-- Dataset entries --
=======
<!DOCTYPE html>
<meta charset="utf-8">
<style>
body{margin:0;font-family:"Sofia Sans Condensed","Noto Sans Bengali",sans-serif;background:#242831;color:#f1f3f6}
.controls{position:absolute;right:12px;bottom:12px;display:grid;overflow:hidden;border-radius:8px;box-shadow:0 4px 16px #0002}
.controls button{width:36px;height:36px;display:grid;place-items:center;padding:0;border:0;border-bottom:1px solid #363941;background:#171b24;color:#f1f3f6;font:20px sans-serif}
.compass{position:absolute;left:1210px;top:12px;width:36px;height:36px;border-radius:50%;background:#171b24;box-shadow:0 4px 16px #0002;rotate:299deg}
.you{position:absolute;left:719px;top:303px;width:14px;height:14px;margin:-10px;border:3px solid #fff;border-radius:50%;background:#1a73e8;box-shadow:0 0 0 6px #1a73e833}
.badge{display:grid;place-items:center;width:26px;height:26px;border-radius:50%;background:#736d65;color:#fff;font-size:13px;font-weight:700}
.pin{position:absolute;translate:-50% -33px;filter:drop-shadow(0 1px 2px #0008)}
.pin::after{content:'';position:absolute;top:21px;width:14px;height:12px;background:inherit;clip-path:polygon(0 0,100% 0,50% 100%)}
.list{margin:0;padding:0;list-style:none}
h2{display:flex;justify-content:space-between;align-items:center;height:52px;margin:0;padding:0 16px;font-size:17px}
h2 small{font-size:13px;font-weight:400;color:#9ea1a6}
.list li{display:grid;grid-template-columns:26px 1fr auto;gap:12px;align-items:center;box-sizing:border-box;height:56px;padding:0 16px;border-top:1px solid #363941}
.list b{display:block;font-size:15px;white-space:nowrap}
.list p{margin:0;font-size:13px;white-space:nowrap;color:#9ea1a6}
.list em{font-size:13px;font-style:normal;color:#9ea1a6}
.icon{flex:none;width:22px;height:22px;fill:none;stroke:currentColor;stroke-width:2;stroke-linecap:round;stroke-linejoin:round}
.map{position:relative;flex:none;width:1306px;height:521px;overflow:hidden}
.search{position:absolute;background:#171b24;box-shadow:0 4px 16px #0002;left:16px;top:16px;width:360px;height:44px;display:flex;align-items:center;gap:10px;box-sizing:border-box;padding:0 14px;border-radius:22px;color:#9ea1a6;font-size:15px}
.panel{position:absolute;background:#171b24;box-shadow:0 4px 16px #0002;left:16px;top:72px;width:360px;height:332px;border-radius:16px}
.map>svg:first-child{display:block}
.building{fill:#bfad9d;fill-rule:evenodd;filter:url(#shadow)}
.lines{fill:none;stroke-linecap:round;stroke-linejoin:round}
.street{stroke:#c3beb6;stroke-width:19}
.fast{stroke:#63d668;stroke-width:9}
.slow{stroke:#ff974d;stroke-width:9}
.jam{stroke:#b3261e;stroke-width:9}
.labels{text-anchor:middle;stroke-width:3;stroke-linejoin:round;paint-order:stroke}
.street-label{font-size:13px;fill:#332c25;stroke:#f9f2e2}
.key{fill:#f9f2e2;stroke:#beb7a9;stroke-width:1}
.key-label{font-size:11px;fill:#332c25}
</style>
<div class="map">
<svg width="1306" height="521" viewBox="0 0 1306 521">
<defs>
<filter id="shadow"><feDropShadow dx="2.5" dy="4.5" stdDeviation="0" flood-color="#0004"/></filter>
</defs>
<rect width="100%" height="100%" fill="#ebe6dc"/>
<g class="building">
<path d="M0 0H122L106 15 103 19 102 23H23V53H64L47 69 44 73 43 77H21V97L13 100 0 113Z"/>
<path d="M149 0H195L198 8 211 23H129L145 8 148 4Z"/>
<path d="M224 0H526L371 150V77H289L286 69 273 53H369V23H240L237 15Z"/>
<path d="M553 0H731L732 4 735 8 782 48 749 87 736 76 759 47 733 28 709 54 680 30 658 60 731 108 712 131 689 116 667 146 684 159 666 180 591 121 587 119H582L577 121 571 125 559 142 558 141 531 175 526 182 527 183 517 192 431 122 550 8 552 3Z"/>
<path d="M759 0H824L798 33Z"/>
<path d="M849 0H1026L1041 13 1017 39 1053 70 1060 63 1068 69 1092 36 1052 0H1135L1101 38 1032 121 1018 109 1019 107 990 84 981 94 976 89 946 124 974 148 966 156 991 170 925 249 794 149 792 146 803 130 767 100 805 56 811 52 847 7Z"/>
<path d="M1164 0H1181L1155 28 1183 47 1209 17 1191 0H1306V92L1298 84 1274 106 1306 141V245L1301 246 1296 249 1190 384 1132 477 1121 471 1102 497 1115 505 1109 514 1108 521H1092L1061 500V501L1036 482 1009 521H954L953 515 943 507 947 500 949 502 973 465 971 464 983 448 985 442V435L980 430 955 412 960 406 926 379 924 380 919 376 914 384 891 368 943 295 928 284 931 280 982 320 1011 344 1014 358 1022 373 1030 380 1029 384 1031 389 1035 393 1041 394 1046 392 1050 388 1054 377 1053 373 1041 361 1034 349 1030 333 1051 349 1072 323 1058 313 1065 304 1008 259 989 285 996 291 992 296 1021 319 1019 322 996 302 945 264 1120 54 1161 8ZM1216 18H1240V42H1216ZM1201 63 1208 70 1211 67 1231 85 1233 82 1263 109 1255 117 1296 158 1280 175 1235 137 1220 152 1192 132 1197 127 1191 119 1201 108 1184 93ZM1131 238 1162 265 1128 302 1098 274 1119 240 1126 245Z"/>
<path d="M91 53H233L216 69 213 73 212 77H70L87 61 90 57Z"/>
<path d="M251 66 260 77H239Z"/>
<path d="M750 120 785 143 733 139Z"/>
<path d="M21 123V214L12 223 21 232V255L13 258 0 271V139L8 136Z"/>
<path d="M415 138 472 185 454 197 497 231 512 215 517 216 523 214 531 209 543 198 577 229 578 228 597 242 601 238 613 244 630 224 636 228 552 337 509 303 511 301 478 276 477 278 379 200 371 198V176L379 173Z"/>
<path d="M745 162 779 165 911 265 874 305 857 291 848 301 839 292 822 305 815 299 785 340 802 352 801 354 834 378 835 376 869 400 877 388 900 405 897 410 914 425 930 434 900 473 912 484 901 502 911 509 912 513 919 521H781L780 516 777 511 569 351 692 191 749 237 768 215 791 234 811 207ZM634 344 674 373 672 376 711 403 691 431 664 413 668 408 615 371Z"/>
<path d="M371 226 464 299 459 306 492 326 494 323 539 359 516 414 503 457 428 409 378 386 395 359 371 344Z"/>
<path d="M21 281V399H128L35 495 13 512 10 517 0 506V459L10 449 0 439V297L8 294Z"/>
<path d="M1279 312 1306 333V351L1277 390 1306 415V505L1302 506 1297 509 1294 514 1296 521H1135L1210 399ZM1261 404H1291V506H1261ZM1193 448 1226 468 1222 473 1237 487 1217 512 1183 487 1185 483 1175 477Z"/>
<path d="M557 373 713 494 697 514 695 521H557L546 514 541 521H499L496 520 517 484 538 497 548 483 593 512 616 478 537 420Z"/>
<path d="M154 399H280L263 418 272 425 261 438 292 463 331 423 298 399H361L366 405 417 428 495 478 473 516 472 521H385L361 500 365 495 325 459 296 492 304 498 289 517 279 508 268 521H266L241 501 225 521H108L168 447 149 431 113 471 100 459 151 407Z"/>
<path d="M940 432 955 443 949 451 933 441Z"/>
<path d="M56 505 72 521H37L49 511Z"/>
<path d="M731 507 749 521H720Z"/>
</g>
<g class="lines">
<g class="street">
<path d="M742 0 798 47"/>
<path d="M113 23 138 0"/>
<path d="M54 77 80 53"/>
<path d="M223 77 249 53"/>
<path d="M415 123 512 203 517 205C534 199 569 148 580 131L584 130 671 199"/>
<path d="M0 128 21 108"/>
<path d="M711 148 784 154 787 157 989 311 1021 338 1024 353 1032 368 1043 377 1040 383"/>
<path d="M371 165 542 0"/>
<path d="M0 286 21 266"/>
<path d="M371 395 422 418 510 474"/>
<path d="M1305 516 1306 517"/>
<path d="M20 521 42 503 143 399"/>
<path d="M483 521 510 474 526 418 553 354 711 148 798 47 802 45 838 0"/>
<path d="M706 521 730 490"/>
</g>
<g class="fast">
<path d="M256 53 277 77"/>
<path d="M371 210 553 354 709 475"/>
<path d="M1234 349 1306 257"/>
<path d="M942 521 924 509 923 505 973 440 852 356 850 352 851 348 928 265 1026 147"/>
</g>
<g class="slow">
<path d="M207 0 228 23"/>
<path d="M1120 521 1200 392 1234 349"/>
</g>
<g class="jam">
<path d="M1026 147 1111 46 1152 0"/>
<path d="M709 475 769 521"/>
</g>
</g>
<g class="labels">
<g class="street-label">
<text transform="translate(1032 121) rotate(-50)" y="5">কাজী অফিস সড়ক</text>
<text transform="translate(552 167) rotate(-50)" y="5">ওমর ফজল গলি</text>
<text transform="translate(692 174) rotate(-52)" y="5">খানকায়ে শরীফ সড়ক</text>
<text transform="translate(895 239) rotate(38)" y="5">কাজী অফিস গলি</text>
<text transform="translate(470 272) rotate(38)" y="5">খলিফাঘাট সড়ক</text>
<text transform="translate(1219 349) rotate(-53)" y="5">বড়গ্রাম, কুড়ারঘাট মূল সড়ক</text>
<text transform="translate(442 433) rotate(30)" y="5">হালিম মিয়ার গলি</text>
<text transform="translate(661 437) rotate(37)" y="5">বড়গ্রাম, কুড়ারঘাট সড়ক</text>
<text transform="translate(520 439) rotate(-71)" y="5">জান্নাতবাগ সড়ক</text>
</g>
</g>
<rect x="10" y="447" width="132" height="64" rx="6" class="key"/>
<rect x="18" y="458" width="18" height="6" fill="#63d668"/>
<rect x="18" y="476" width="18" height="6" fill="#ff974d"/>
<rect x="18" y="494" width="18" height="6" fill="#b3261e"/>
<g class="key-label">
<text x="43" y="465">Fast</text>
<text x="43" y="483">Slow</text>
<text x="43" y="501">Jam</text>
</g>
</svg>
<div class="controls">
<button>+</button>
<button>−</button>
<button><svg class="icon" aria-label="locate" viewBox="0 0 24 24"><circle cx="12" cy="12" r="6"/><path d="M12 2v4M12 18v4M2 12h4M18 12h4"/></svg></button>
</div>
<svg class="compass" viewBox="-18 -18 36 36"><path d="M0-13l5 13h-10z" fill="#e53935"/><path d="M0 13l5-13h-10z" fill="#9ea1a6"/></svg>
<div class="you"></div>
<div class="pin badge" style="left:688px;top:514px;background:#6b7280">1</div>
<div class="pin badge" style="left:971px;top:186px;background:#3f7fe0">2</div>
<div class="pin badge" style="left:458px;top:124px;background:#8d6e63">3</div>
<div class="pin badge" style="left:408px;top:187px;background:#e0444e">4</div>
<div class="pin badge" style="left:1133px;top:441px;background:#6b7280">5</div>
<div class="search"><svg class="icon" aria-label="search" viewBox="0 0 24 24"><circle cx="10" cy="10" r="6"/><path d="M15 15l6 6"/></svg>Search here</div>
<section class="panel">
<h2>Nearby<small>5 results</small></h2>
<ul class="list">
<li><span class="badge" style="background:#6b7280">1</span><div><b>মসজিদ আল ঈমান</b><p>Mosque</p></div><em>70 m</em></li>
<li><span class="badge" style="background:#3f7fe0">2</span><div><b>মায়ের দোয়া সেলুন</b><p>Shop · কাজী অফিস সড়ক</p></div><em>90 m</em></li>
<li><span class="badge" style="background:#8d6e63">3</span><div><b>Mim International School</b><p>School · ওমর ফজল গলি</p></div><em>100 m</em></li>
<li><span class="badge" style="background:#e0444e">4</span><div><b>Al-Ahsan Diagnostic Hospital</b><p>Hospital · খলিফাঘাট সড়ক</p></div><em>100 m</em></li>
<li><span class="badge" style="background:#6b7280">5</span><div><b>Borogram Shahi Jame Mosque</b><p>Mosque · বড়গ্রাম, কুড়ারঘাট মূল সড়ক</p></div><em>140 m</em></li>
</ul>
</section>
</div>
=======
-- REQUIREMENT --
From the data above, show each line that contains "lines".

-- THE ANSWER --
.lines{fill:none;stroke-linecap:round;stroke-linejoin:round}
<g class="lines">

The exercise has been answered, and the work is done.